• [Work order]:
Repeat word for word the lines from the top of the records through the line containing "solid #fff;border-radius:50%;box-shadow:0 2px", and skip the pictures.
————————
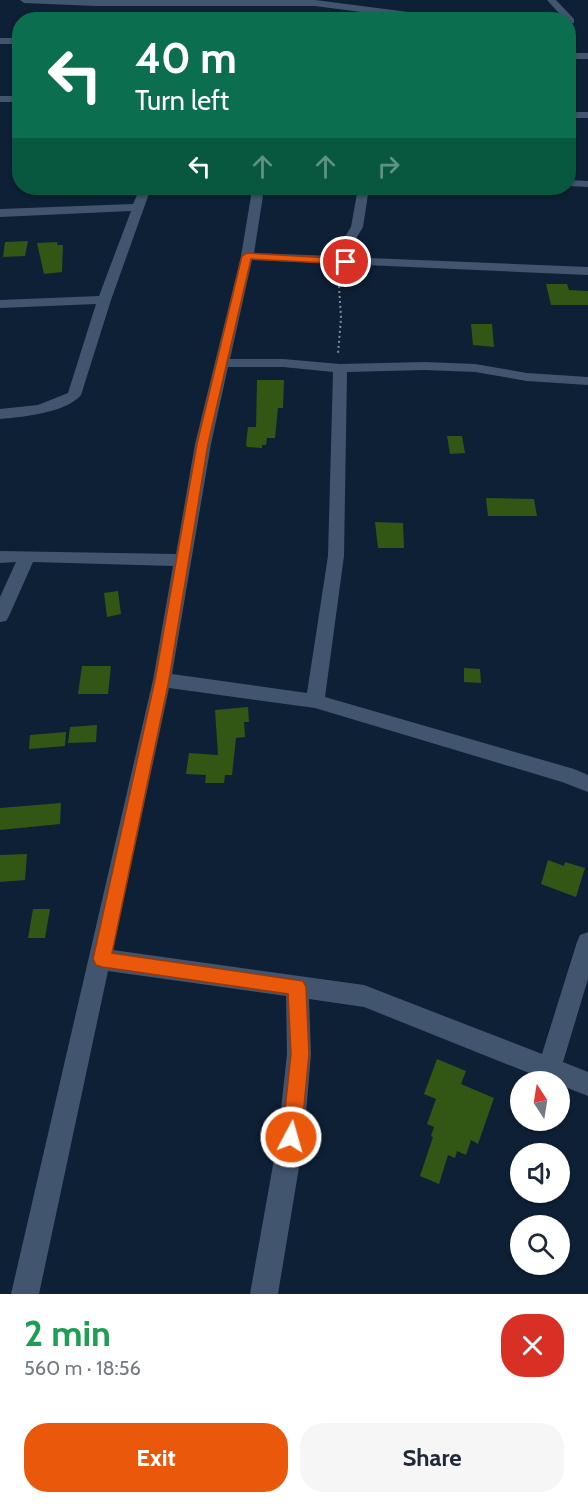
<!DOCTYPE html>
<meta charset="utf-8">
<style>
:root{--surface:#fff;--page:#f6f6f7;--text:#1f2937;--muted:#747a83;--accent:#ea580c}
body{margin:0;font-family:Cabin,sans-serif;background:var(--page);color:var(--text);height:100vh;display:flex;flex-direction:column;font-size:22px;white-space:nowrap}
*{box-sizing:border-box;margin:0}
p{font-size:20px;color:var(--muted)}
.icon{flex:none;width:33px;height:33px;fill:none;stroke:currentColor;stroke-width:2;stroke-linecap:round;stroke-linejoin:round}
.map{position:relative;height:1294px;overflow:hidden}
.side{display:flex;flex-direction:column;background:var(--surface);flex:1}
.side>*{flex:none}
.hud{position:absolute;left:12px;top:12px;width:564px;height:183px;border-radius:24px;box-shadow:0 2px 4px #0004;background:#0b6e4f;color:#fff;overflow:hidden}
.needle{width:39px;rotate:348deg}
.fabs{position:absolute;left:510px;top:1071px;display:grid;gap:12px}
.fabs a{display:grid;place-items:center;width:60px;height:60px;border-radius:50%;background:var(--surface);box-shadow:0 2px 4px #0004;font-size:30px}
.pin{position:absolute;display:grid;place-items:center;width:51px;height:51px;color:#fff;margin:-26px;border:3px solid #fff;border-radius:50%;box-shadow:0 2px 6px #0007}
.me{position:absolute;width:66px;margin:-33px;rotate:6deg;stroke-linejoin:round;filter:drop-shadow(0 0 4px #0008)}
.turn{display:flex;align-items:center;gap:21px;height:126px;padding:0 24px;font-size:27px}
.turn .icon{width:78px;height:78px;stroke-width:2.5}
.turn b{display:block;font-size:42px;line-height:51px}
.lanes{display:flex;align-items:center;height:57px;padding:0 24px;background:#0003;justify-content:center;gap:30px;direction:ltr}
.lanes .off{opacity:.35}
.round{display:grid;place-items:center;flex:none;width:63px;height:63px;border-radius:24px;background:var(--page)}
.summary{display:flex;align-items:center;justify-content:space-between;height:102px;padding:0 24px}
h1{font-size:36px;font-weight:700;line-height:45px;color:#1e9e55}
.primary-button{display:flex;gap:12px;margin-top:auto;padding:12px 24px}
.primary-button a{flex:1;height:69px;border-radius:24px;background:var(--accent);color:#fff;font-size:24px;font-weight:700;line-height:69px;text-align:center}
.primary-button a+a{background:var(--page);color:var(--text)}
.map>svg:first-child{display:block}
.building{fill:#325613}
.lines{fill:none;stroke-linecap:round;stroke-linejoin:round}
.path{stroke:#7e8d9f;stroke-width:2;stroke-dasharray:2 3;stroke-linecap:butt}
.street{fill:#41556e;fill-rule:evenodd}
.route{fill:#ea580c;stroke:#983908;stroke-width:1.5}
</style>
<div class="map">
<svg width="588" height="1294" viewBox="0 0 588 1294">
<rect width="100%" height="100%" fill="#0e2036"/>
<g class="building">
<path d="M28 241 25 256 3 257 5 242Z"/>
<path d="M58 242 57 245H63L62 272 44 274 37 243Z"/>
<path d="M546 284H567L569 290 588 291V305H551Z"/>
<path d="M471 324H492L494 347 473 345Z"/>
<path d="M257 380H284L283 408H278L275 438H267L266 445H262V448L247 447 246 444 248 427H256Z"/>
<path d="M447 436H462L465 453 450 454Z"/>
<path d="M486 498 534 499 537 516H488Z"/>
<path d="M375 522 403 523 404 548H378Z"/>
<path d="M118 591 121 614 107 617 104 593Z"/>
<path d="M82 666H111L108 694H78Z"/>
<path d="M464 668 480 669 481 683 464 682Z"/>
<path d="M248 707 249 722H244L245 737 236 738 232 775H225L224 783H205L206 775 186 774 189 753 218 755 215 710Z"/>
<path d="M97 725 96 742 68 743 70 727Z"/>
<path d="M66 732 65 746 29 749 30 735Z"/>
<path d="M61 803 60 824 0 830V808Z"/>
<path d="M27 854 25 880 0 882V855Z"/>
<path d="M548 860 564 866 565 862 585 868 576 897 541 884Z"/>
<path d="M33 909H50L45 938H28Z"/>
<path d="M437 1059 466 1071 461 1084 494 1098 478 1144 471 1140 466 1155 457 1151 455 1158 448 1155 439 1184 420 1176 433 1137 431 1136 434 1127 427 1124 436 1099 424 1094Z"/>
</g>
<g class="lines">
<path class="path" d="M338 271 341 318 338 354"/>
<g class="street">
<path d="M20 0H315L424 14 532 17 536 20H422L315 6H96L24 3Z"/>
<path d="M547 0H556L574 19V23H568V20H565Z"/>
<rect x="0" y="38" width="20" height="6"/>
<rect x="568" y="53" width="20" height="6"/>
<rect x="0" y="96" width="20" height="6"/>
<rect x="568" y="112" width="20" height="6"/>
<path d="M568 180 588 181V187L568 186Z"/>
<path d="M140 188H151L111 300 81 395C66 413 22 417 0 419V409L38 405 68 393 96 304 0 308V300L99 296 131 211 0 217V209L133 204Z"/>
<path d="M247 188H257L263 196 254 253 333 256 351 227 358 188H369L363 227 345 257 588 267V275L252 260 230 359H283L340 364 425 362 475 364 527 373 588 377V385L527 381 475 372 425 370 347 372 344 556 325 697 574 769 588 775V792L562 782 315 708 169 688 113 950 364 985 542 1054 577 942 580 935 588 932V979L563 1062 588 1072V1096L560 1085V1082L549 1081 364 1007 309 999 311 1054 304 1137 278 1294H250L278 1137 287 1054 286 996 108 971 39 1294H11L153 680 173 566 33 562 9 616 6 621 0 622V597L16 562 0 563V551L176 554 195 444 241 256 251 196ZM228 367H283L333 372 328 556 307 693 172 674 211 444Z"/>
</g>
</g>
<path class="route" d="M247 253 346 259 351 262 346 264 251 259 208 444 169 680 112 953 303 981 306 987 309 1054 301 1137 298 1144 291 1146 285 1144 282 1137 291 1054 288 994 102 967 96 965 93 959 155 680 197 444 242 256Z"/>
</svg>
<div class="fabs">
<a><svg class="needle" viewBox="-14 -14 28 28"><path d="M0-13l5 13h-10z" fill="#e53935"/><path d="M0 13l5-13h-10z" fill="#747a83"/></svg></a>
<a><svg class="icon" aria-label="sound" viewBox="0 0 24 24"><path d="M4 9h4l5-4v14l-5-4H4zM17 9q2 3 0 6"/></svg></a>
<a><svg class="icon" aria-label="search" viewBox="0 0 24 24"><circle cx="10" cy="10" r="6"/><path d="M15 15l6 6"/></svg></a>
</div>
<div class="pin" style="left:346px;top:262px;background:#d93025"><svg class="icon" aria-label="arrive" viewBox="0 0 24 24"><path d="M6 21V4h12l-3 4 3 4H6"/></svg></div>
<svg class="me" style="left:291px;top:1137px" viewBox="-20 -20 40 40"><circle r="17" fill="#ea580c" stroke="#fff" stroke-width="3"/><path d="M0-11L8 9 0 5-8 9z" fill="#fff"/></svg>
<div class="hud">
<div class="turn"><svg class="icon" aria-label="left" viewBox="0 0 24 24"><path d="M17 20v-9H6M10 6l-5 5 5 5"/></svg><div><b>40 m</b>Turn left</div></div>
<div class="lanes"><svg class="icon" aria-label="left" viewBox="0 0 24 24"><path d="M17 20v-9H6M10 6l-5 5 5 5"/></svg><svg class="icon off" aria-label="ahead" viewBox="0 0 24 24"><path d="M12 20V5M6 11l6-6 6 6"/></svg><svg class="icon off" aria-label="ahead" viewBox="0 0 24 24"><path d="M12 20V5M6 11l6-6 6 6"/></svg><svg class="icon off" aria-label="right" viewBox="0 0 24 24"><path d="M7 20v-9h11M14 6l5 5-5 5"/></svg></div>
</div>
</div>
<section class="side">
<div class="summary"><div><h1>2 min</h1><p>560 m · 18:56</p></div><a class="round" style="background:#d93025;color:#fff"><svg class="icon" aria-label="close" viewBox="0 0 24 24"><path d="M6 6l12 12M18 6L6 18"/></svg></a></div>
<div class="primary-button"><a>Exit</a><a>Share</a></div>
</section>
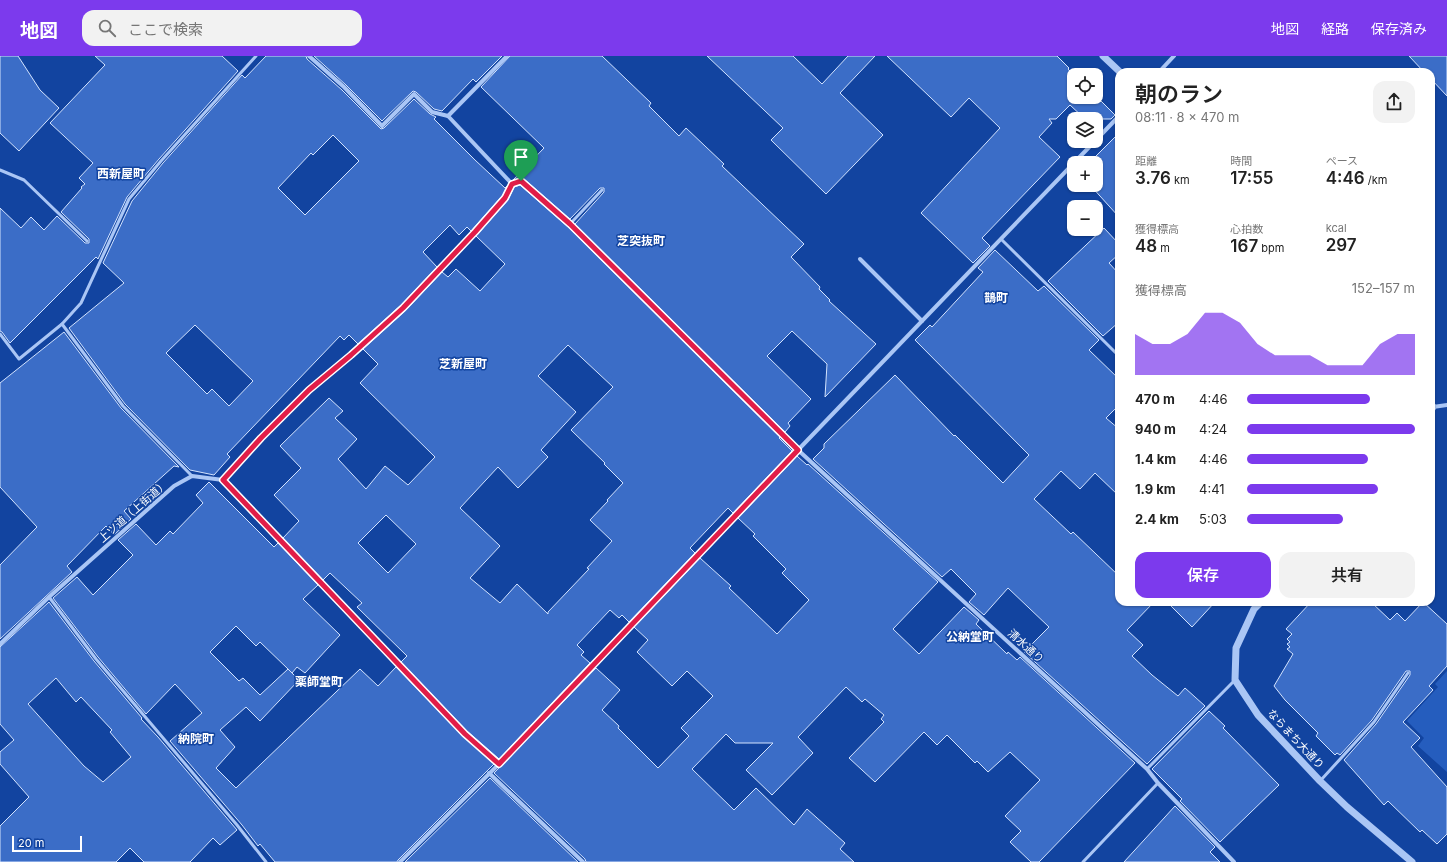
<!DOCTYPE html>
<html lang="ja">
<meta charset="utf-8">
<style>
:root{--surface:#fff;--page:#f2f2f2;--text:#222;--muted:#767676;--accent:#7c3aed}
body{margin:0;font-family:Inter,"Noto Sans JP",sans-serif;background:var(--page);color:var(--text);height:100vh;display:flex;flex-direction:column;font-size:15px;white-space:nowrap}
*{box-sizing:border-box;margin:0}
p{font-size:13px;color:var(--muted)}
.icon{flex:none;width:22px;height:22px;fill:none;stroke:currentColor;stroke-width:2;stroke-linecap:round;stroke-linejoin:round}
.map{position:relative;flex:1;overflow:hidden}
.details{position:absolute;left:1115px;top:12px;width:320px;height:538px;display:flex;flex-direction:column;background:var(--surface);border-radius:12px;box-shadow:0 1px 3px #0004}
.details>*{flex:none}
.buttons{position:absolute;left:1067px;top:12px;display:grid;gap:8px}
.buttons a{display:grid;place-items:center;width:36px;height:36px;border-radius:8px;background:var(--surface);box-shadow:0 1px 3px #0004;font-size:20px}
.scale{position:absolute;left:12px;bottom:10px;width:70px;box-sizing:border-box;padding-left:4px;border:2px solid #fff;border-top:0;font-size:11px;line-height:14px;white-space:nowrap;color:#fff;-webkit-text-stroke:3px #1244a0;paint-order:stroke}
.pin{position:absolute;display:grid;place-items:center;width:34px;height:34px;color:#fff;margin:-41px -17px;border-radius:50% 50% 50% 0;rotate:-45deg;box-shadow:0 0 4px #0007}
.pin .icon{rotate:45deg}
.round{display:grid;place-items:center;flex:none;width:42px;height:42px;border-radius:12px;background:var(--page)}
.overview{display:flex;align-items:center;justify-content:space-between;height:68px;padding:0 20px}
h1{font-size:22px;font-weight:600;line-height:30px}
.stats{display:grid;grid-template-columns:repeat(3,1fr);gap:6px;height:68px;padding:4px 20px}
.stats div{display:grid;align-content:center}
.stats b{font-size:17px;font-weight:600}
.stats small{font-size:11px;font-weight:400}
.stats p{font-size:11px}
.chart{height:112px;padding:8px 20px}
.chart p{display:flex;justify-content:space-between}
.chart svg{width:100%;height:72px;margin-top:4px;fill:var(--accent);opacity:.7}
.primary-button{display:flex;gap:8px;margin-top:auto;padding:8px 20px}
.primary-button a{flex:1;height:46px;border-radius:12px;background:var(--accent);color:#fff;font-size:16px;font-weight:600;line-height:46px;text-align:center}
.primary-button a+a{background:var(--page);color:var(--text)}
ul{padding:0 20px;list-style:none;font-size:13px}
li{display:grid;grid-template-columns:64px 48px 1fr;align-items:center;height:30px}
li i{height:10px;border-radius:5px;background:var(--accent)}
header{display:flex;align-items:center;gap:24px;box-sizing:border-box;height:56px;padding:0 20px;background:var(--accent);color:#fff}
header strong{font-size:19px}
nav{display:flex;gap:22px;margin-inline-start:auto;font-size:14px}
.search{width:280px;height:36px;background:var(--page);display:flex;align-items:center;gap:10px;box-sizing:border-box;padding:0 14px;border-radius:12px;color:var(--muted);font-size:15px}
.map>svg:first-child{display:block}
.green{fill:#255dbe}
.building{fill:#3b6dc7;stroke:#d3e3fe;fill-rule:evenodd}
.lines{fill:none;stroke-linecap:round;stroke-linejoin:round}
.service{stroke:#aac6f5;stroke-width:3}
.minor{stroke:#aac6f5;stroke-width:4}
.tertiary{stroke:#aac6f5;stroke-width:7}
.route-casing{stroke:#fff;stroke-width:8}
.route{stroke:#e11d48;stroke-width:5}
.labels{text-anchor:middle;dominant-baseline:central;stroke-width:3;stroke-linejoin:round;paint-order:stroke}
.street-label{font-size:11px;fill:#fff;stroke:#1244a0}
.neighbourhood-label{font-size:12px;font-weight:bold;fill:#fff;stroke:#1244a0}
</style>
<header>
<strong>地図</strong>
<div class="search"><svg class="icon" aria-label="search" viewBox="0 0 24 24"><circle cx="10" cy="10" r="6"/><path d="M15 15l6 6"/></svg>ここで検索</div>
<nav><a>地図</a><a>経路</a><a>保存済み</a></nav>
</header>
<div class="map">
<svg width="1447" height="806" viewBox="0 0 1447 806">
<rect width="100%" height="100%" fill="#1244a0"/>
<!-- green -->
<polygon class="green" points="1447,615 1447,716 1418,690 1424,682 1407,665 1438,631 1435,628"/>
<!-- building -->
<g class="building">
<polygon points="0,0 18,0 40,34 59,52 19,95 0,77"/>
<polygon points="95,0 222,0 238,15 159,103 127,141 98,203 96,201 10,287 2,276 0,275 0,152 21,172 31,161 44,174 57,160 85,187 89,187 89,183 61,156 82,132 81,131 85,128 79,122 93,107 50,67 105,9"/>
<path d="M266 0H306L307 3 342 34 381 73 384 72 414 43 430 58 436 61 434 63 475 104 505 132 507 130 502 140 471 175 467 171 459 179 450 169 423 196 437 211 401 249 358 288 349 279 344 284 340 280 227 398 230 401 214 419 190 414 125 348 69 272 124 227 103 207 132 145 163 107 242 19 245 22ZM333 79 359 105 305 159 278 132 311 97 313 99ZM195 269 253 325 229 350 212 333 207 338 166 297Z"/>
<polygon points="314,0 502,0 476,26 473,23 442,55 434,53 416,36 413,35 382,65 346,29"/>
<polygon points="510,0 602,0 651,47 649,50 679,80 686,72 724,108 722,110 804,188 791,201 820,231 819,233 830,244 829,245 876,288 825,341 827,308 792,275 767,300 811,343 788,367 790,370 785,376 575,168 604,136 604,132 600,132 570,163 523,122 520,122 513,124 544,92 481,31"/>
<polygon points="707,0 793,0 822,28 848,0 875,0 840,37 883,79 826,138 771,84 783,72"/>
<polygon points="887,0 1057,0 1069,12 1068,13 1074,19 1074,41 1096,40 1115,59 1111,63 1085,63 1070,49 1056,63 1049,63 1052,67 1039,81 1060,101 982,182 990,190 973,207 921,157 1000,72 969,42 951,61"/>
<polygon points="1409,0 1447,0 1447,40 1431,23 1431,16 1424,16"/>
<polygon points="1119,77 1119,161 1090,129 1096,129 1096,107 1089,107"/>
<path d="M520 129 568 171 780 381 779 382 792 395 733 457 728 452 708 473 690 492 695 497 629 566 622 559 619 562 610 554 577 589 584 596 581 599 590 607 499 703 467 675 401 606 407 600 357 551 362 547 330 517 323 524 283 482 299 465 274 439 301 412 280 390 329 342 343 355 335 362 357 383 338 403 366 433 385 410 408 429 435 401 360 327 378 308 363 293 405 255 442 216 448 221 456 213 480 235 505 208 476 180 508 144 514 131ZM568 289 613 331 571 374 605 407 604 408 623 427 607 444 608 445 590 464 612 485 587 512 589 513 548 556V558L517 528 500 547 470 522 500 490 460 452 498 411 518 432 548 401 541 394 576 356 538 320ZM386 459 416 488 388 517 358 487Z"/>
<polygon points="1104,172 1119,188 1119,198 1109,207 1119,218 1119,266 1103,280 1048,225"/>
<polygon points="995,194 1038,235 1044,230 1099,284 1089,294 1119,323 1119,349 1106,362 1119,373 1119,440 1095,417 1080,433 1061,415 1034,443 1071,478 1073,476 1119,520 1119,546 1154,546 1127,574 1143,589 1132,600 1152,619 1178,640 1185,632 1205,650 1147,708 1024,596 1049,571 1008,532 984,559 969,546 976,538 951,513 942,521 813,403 824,392 824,388 895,319 954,380 955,379 1003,427 1029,399 915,284 930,269 932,271 983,216 978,212"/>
<polygon points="64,276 121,352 179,411 174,410 124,455 131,463 114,479 106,470 67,510 72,516 0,583 0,509 37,471 0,431 0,327"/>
<polygon points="797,400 807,409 808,408 938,526 893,573 919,598 964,551 979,564 976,568 1007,598 1008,596 1017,604 1020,601 1135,707 1039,806 1031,806 1010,786 1021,775 1005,760 1040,724 1010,696 988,716 977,705 975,707 947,679 937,689 924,676 875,726 849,702 884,666 881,663 884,659 865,643 862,646 846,631 798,681 813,697 772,739 746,714 773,687 735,687 726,678 692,713 734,754 756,732 794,769 807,753 845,787 840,793 854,806 586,806 585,803 494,717 596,612 620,634 602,654 619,670 618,672 658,712 689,680 681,672 713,640 687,615 672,630 637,596 648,584 634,571 700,502 731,530 729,532 777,578 809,544 782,517 786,513 753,480 755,478 738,462"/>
<path d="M209 426 274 491 278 487 318 529 303 543 340 579 305 617 297 611 292 617 288 613 299 624 260 665 246 651 220 674 235 691 216 712 236 732 360 613 378 630 396 611 463 680 494 708 398 804 397 806H275L260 788 258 790 242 769 170 685 202 657 175 628 146 658 98 601 53 542 77 521 93 539 133 499 118 484 136 468 156 489 170 475 173 478 203 447 196 439ZM236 570 256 590 260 586 288 613 260 639 243 622 239 625 210 596Z"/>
<path d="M49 546 94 605 142 662 141 663 158 681 237 774 220 789 213 782 190 806H144L130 792 116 806H0V770L29 741 0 708V696L14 684 0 668V591ZM56 622 76 646 81 641 112 674 110 676 131 701 103 726 84 710 28 648Z"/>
<polygon points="1167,546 1215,546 1192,571"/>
<polygon points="1311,546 1371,546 1390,564 1397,557 1405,565 1423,546 1447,568 1447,610 1429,630 1433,634 1403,666 1420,682 1411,691 1447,731 1447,778 1437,788 1422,774 1420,776 1388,745 1384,749 1344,704 1376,668 1410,619 1410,615 1406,615 1372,664 1340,699 1337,697 1335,699 1316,680 1318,677 1285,644 1274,630 1293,598 1287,593 1290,591 1287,588 1290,586 1287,583 1292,578 1286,573"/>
<polygon points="1209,655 1225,670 1223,672 1279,729 1220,786 1180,745 1182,743 1152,713"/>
<polygon points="490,722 578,806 405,806"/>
<polygon points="1175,750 1215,791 1210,796 1220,806 1124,806"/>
</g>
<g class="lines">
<!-- service -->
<g class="service">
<polyline points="0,114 24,124 87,185"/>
<polyline points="570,168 602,134"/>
<polyline points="1001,183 1119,300"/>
<polyline points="62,268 123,350 192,420"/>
<polyline points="0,278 19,303 62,268 81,247 129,143 161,105 256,0"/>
<polyline points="49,541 96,603 237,769 266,806"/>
<polyline points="1147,713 1235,624"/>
<polyline points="1321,724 1374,666 1408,617"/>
<polyline points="1083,806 1158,727"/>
</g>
<!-- minor -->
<g class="minor">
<polyline points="309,0 344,31 382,70 414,38 432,56 448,60"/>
<polyline points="1159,16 1174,0"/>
<polyline points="1096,84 1119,60"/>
<polyline points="512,128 521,125 570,168 798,394 1147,713 1158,727 1234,806"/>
<polyline points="860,203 922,265"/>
<polyline points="1433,351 1447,349"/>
<polyline points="223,424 465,678 499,708 798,394 1095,85"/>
<polyline points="223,424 261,382 309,334 351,299 403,252 475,176 505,142 512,128 448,60 507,0"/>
<polyline points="0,588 49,541 174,430 192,420 223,424"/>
<polyline points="489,717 583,806"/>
<polyline points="400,806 499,708"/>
</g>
<!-- tertiary -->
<g class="tertiary">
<polyline points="1103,0 1120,16"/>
<polyline points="1431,348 1433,351 1431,354"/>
<polyline points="1261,546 1254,553 1236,592 1235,624 1258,659 1320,725 1347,751 1412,806"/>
</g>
</g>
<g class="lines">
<!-- route casing -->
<g class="route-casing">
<polygon id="route" points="521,125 570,168 798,394 499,708 465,678 223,424 261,382 309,334 351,299 403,252 475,176 505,142 512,128"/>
</g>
<!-- route -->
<use href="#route" class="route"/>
</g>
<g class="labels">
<!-- street labels -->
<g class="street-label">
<text transform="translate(133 455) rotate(-41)">上ツ道（上街道）</text>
<text transform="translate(1026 590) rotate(42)">清水通り</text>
<text transform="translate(1296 683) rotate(47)">ならまち大通り</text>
</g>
<!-- neighbourhood labels -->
<g class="neighbourhood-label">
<text x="121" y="117">西新屋町</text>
<text x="641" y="184">芝突抜町</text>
<text x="996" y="241">鵲町</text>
<text x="463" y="307">芝新屋町</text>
<text x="970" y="580">公納堂町</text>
<text x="319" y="625">薬師堂町</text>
<text x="196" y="682">納院町</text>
</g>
</g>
</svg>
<div class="buttons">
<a><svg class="icon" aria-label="locate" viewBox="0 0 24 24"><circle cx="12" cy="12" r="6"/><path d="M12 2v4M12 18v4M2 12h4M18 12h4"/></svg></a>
<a><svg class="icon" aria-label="layers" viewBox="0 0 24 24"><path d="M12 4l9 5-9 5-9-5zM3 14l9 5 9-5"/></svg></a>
<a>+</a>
<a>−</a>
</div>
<div class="scale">20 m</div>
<div class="pin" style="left:521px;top:125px;background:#1e9e55"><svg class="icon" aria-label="arrive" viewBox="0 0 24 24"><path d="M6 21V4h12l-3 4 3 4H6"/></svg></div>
<section class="details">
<div class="overview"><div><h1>朝のラン</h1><p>08:11 · 8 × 470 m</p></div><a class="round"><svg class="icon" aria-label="share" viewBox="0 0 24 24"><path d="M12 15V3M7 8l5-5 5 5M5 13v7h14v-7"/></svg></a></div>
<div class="stats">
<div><p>距離</p><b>3.76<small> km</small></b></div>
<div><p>時間</p><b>17:55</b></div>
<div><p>ペース</p><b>4:46<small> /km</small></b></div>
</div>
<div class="stats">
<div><p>獲得標高</p><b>48<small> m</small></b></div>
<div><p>心拍数</p><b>167<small> bpm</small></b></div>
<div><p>kcal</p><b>297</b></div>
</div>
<div class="chart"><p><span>獲得標高</span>152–157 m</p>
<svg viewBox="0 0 160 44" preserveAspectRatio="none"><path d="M0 44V19L10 25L20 25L30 19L40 6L50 6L60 12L70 25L80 32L90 32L100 32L110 38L120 38L130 38L140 25L150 19L160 19V44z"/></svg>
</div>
<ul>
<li><b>470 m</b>4:46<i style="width:73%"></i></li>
<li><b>940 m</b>4:24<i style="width:100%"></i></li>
<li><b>1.4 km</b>4:46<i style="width:72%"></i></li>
<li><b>1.9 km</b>4:41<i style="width:78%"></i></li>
<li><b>2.4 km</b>5:03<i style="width:57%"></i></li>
</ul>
<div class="primary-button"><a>保存</a><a>共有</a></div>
</section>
</div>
————————
• [Task result]:
<!DOCTYPE html>
<meta charset="utf-8">
<style>
:root{--surface:#fff;--page:#f6f6f7;--text:#1f2937;--muted:#747a83;--accent:#ea580c}
body{margin:0;font-family:Cabin,sans-serif;background:var(--page);color:var(--text);height:100vh;display:flex;flex-direction:column;font-size:22px;white-space:nowrap}
*{box-sizing:border-box;margin:0}
p{font-size:20px;color:var(--muted)}
.icon{flex:none;width:33px;height:33px;fill:none;stroke:currentColor;stroke-width:2;stroke-linecap:round;stroke-linejoin:round}
.map{position:relative;height:1294px;overflow:hidden}
.side{display:flex;flex-direction:column;background:var(--surface);flex:1}
.side>*{flex:none}
.hud{position:absolute;left:12px;top:12px;width:564px;height:183px;border-radius:24px;box-shadow:0 2px 4px #0004;background:#0b6e4f;color:#fff;overflow:hidden}
.needle{width:39px;rotate:348deg}
.fabs{position:absolute;left:510px;top:1071px;display:grid;gap:12px}
.fabs a{display:grid;place-items:center;width:60px;height:60px;border-radius:50%;background:var(--surface);box-shadow:0 2px 4px #0004;font-size:30px}
.pin{position:absolute;display:grid;place-items:center;width:51px;height:51px;color:#fff;margin:-26px;border:3px solid #fff;border-radius:50%;box-shadow:0 2px 6px #0007}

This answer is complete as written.